Find the lines below holding the word "dasharray" and copy each of them.

(Saved entries)
____________________

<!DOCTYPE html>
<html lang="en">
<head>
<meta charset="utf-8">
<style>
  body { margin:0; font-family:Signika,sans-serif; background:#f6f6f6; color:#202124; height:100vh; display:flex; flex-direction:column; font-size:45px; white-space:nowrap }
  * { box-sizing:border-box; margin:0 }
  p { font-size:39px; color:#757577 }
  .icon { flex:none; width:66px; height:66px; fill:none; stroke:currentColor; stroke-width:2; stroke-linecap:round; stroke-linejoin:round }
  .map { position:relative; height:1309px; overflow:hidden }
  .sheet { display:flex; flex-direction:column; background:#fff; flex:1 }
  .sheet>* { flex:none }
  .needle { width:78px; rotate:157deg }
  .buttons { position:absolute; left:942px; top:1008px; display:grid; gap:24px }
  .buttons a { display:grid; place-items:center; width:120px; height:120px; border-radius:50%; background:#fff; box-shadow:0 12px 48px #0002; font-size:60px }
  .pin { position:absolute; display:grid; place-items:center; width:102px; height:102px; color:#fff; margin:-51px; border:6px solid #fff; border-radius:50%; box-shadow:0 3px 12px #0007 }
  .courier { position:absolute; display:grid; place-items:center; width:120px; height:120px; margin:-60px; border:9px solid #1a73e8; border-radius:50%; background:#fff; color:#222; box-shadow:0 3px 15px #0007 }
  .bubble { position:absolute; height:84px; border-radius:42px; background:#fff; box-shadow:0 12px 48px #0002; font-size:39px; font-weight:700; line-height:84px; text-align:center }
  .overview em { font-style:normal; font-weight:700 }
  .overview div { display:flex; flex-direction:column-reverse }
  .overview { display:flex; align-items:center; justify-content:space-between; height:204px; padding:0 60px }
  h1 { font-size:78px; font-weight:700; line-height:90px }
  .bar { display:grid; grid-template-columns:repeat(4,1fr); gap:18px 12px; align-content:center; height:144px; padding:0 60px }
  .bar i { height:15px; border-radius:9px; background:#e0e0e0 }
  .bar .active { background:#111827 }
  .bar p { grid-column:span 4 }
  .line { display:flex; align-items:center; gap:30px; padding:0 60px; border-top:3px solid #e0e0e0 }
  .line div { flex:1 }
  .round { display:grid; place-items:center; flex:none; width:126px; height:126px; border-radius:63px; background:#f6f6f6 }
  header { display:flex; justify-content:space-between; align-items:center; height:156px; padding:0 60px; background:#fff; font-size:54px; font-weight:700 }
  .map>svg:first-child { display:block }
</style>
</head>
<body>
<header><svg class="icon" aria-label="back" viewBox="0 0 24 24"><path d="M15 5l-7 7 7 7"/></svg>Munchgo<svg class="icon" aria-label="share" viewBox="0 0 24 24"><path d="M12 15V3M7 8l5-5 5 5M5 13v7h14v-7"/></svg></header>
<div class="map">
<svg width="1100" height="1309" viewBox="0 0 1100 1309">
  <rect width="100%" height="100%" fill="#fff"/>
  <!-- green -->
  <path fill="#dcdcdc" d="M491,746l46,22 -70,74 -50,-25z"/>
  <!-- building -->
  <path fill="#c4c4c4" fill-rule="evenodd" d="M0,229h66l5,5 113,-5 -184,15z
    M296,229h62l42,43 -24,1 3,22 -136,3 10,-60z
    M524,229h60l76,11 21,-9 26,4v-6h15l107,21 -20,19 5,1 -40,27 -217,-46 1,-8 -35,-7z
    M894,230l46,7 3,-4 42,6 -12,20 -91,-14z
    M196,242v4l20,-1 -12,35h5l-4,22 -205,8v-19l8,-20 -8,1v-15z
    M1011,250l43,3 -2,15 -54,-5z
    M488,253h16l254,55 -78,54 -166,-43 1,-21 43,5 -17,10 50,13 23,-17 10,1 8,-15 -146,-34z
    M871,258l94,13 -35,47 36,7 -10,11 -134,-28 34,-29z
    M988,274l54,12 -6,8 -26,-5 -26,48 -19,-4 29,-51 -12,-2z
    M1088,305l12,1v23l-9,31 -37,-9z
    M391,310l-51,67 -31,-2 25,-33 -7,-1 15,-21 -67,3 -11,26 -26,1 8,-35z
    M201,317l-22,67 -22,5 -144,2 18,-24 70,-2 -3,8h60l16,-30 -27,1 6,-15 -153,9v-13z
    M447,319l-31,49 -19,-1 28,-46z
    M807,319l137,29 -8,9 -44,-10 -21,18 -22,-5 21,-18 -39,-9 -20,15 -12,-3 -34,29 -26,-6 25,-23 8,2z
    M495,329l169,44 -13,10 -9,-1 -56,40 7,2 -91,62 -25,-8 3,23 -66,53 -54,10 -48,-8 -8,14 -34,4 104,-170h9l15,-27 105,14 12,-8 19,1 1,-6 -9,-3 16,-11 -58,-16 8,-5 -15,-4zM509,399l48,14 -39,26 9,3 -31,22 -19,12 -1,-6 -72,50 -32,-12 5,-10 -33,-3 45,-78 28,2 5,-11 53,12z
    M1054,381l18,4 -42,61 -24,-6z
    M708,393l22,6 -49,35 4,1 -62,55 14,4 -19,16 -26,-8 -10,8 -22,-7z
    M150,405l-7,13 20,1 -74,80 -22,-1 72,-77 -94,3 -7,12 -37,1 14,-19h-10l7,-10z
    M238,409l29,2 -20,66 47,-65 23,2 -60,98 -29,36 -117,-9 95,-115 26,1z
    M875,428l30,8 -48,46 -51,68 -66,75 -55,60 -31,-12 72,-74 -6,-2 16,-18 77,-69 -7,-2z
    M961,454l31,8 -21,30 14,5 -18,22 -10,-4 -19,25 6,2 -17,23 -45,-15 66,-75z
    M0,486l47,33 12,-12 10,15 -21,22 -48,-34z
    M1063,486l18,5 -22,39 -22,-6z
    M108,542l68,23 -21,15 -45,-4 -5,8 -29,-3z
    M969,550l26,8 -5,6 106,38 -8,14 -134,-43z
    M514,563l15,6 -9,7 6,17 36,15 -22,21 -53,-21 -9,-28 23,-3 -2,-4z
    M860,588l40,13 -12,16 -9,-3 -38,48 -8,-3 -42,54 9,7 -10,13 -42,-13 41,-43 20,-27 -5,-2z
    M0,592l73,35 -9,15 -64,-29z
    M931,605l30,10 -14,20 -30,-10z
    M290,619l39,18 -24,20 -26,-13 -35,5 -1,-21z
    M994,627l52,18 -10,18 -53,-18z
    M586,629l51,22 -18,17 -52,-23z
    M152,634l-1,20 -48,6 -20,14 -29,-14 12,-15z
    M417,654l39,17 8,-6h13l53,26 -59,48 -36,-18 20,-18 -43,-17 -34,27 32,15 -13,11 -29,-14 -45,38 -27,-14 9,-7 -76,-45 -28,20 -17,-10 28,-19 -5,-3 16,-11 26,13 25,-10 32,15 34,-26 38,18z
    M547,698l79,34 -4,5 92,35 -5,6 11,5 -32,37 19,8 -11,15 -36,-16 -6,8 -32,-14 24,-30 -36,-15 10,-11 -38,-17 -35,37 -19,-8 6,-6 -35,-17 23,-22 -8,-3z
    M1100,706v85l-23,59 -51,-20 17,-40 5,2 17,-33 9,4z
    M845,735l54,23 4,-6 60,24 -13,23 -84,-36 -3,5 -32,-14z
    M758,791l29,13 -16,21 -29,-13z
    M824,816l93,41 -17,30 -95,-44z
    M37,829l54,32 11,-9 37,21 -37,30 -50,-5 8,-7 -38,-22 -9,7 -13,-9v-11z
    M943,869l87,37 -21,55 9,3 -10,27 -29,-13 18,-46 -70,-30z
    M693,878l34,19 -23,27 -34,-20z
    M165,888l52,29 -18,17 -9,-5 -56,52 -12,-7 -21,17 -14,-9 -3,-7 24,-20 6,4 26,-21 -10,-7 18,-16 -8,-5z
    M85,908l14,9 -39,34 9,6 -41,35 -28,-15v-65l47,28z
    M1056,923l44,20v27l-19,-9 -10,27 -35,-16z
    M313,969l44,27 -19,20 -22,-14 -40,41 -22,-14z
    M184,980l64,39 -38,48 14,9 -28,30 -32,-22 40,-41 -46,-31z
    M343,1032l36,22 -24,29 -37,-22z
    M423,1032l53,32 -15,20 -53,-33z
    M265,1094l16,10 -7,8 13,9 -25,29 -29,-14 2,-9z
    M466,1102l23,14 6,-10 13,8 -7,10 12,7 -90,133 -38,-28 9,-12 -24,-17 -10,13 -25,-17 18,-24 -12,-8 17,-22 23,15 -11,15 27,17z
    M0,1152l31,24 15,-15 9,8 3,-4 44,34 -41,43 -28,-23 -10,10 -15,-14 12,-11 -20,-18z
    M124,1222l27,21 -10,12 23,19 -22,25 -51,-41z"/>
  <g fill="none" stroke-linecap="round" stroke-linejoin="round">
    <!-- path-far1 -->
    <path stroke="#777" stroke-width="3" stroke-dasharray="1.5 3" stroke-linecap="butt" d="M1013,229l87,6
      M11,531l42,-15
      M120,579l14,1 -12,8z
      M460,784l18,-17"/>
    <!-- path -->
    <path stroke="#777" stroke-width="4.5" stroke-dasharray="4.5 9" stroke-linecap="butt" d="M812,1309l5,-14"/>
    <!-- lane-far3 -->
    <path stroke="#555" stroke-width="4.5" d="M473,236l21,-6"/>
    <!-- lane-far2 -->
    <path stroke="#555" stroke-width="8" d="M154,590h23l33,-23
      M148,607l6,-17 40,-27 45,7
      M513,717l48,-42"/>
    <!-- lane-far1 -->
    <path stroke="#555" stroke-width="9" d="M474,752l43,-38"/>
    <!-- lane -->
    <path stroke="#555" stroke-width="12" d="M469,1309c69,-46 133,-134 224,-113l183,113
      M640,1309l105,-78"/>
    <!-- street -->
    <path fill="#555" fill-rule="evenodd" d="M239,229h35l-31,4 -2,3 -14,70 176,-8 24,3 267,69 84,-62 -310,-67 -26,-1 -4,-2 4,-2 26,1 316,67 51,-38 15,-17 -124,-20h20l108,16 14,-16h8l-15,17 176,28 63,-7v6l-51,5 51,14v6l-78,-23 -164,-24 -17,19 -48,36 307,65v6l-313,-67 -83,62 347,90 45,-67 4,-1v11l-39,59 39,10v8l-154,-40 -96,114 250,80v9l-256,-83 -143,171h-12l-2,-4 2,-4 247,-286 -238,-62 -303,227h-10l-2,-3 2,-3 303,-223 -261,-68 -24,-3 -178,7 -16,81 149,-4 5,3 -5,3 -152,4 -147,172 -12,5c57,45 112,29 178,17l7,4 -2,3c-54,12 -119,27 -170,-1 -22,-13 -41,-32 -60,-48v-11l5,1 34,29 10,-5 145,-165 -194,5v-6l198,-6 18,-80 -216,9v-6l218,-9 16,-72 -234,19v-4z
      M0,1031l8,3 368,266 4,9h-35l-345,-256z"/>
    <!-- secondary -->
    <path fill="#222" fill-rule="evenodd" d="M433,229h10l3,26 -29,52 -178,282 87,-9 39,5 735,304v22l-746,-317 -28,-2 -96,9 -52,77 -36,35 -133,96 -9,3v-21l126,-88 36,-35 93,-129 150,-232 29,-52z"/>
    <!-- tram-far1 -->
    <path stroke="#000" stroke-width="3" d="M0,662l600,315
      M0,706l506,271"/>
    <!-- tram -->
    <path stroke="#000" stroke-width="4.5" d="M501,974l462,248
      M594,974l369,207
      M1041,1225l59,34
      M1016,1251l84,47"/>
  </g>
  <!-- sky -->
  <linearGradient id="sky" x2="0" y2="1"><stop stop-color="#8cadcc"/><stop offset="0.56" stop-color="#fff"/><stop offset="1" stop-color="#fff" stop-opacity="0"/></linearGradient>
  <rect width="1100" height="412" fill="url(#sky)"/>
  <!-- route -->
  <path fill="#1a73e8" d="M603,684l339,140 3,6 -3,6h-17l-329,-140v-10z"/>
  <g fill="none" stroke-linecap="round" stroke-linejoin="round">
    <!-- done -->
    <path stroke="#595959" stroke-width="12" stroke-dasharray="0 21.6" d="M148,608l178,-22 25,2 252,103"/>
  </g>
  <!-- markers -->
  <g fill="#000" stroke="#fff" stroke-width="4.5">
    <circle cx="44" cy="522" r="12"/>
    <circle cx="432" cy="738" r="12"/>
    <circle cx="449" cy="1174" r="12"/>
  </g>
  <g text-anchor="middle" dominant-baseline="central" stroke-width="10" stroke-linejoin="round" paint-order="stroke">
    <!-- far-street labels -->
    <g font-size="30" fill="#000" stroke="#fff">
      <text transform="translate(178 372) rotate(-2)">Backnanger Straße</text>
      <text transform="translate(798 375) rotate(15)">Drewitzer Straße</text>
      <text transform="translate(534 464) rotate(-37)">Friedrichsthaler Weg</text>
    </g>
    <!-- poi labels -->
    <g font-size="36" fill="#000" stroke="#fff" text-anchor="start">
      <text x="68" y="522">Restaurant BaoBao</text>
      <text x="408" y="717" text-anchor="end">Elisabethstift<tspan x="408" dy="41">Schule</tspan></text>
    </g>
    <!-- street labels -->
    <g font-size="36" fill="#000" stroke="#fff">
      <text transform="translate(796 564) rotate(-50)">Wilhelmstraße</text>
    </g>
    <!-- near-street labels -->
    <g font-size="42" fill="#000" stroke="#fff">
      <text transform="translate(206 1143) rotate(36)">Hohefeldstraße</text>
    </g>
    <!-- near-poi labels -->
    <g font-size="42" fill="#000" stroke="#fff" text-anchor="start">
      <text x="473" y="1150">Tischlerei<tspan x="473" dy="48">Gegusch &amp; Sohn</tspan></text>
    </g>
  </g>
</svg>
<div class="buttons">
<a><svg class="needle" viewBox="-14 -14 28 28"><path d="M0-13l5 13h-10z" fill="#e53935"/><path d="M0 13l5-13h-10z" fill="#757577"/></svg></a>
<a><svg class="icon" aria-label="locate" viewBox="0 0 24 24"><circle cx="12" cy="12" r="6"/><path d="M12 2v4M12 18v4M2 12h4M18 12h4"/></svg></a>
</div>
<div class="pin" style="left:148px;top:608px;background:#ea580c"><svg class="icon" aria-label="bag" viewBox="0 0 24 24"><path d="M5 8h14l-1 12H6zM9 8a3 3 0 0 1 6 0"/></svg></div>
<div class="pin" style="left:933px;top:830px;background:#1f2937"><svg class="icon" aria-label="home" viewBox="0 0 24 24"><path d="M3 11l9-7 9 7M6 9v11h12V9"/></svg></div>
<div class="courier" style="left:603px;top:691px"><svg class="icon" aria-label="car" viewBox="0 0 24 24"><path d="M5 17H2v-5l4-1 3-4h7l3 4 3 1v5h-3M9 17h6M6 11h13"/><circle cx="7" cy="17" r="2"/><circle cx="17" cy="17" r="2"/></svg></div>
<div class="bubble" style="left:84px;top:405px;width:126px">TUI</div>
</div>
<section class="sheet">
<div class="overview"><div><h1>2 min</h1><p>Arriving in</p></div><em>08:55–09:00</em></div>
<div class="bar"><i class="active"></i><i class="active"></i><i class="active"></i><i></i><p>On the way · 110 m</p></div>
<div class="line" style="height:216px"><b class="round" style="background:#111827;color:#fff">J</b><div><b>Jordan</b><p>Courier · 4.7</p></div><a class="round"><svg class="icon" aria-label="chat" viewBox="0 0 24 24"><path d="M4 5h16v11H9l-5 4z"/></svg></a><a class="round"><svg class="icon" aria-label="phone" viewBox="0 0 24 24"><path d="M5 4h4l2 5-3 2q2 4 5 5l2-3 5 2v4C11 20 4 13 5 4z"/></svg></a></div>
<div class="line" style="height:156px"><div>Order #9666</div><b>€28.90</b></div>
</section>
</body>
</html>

____________________

- [Exercise output]
    <path stroke="#777" stroke-width="3" stroke-dasharray="1.5 3" stroke-linecap="butt" d="M1013,229l87,6
    <path stroke="#777" stroke-width="4.5" stroke-dasharray="4.5 9" stroke-linecap="butt" d="M812,1309l5,-14"/>
    <path stroke="#595959" stroke-width="12" stroke-dasharray="0 21.6" d="M148,608l178,-22 25,2 252,103"/>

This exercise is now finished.